# Exercise description:
Your copy must hold all of the data below, unchanged and without images.

# Provided data:

..............................

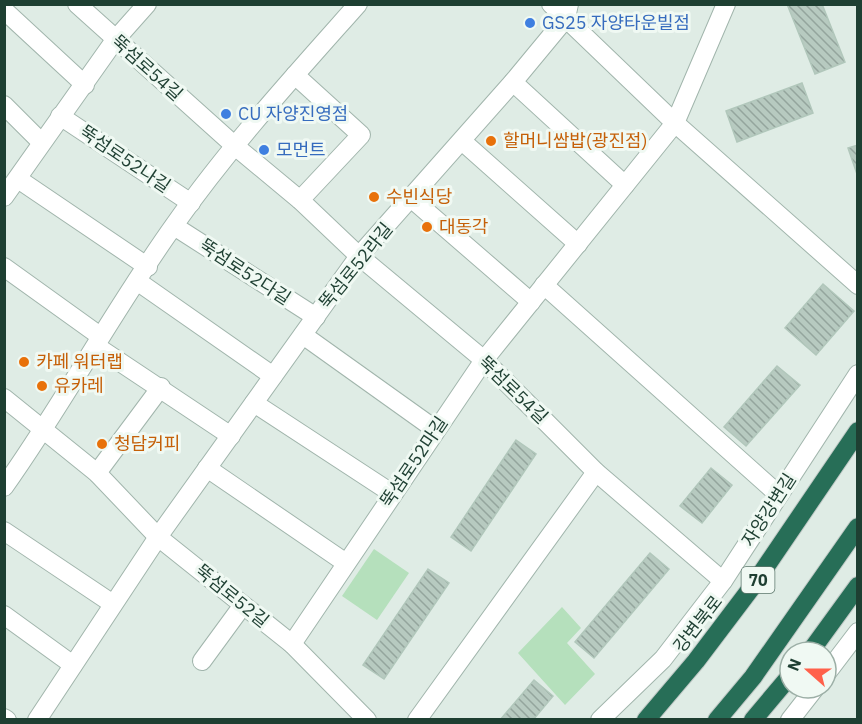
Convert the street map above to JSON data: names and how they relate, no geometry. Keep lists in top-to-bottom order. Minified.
{"streets":{"highway":["70","강변북로"],"street":["뚝섬로54길","뚝섬로52나길","뚝섬로52라길","뚝섬로52다길","뚝섬로52마길","자양강변길","뚝섬로52길"]},"crossings":[["뚝섬로54길","뚝섬로52나길"],["뚝섬로54길","뚝섬로52라길"],["뚝섬로54길","뚝섬로52마길"],["뚝섬로54길","자양강변길"],["뚝섬로52라길","뚝섬로52다길"],["뚝섬로52라길","뚝섬로52길"],["뚝섬로52마길","뚝섬로52길"]],"places":["GS25 자양타운빌점","CU 자양진영점","할머니쌈밥(광진점)","모먼트","수빈식당","대동각","카페 워터랩","유카레","청담커피"],"north":"left"}
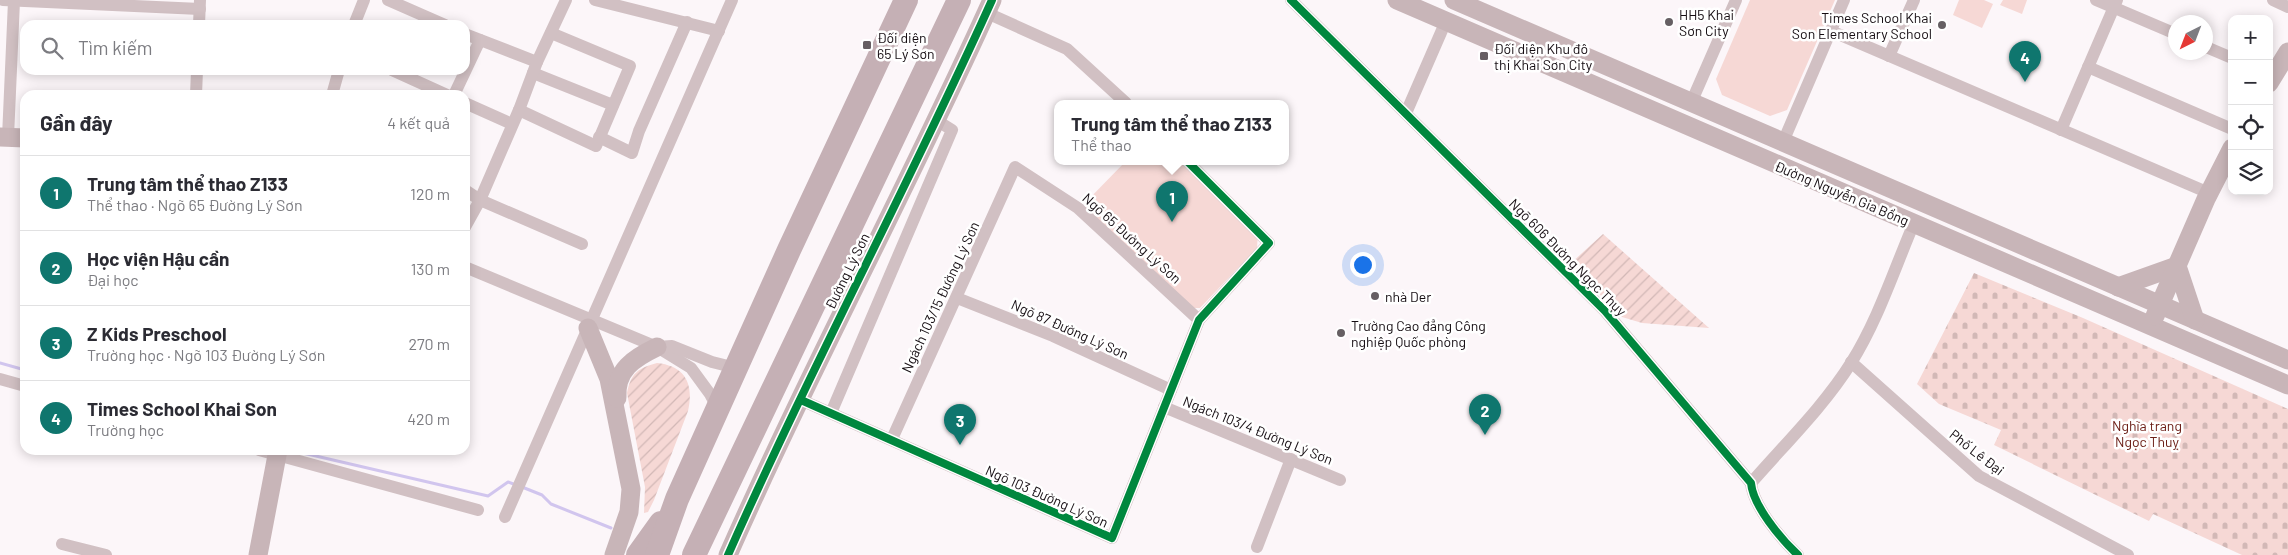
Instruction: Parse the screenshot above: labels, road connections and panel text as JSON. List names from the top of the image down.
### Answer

..............................

# Reply to the task:
Convert the street map above to JSON data: names and how they relate, no geometry. Keep lists in top-to-bottom order. Minified.
{"streets":{"highway":["70","강변북로"],"street":["뚝섬로54길","뚝섬로52나길","뚝섬로52라길","뚝섬로52다길","뚝섬로52마길","자양강변길","뚝섬로52길"]},"crossings":[["뚝섬로54길","뚝섬로52나길"],["뚝섬로54길","뚝섬로52라길"],["뚝섬로54길","뚝섬로52마길"],["뚝섬로54길","자양강변길"],["뚝섬로52라길","뚝섬로52다길"],["뚝섬로52라길","뚝섬로52길"],["뚝섬로52마길","뚝섬로52길"]],"places":["GS25 자양타운빌점","CU 자양진영점","할머니쌈밥(광진점)","모먼트","수빈식당","대동각","카페 워터랩","유카레","청담커피"],"north":"left"}
Instruction: Parse the screenshot above: labels, road connections and panel text as JSON. List names from the top of the image down.
### Answer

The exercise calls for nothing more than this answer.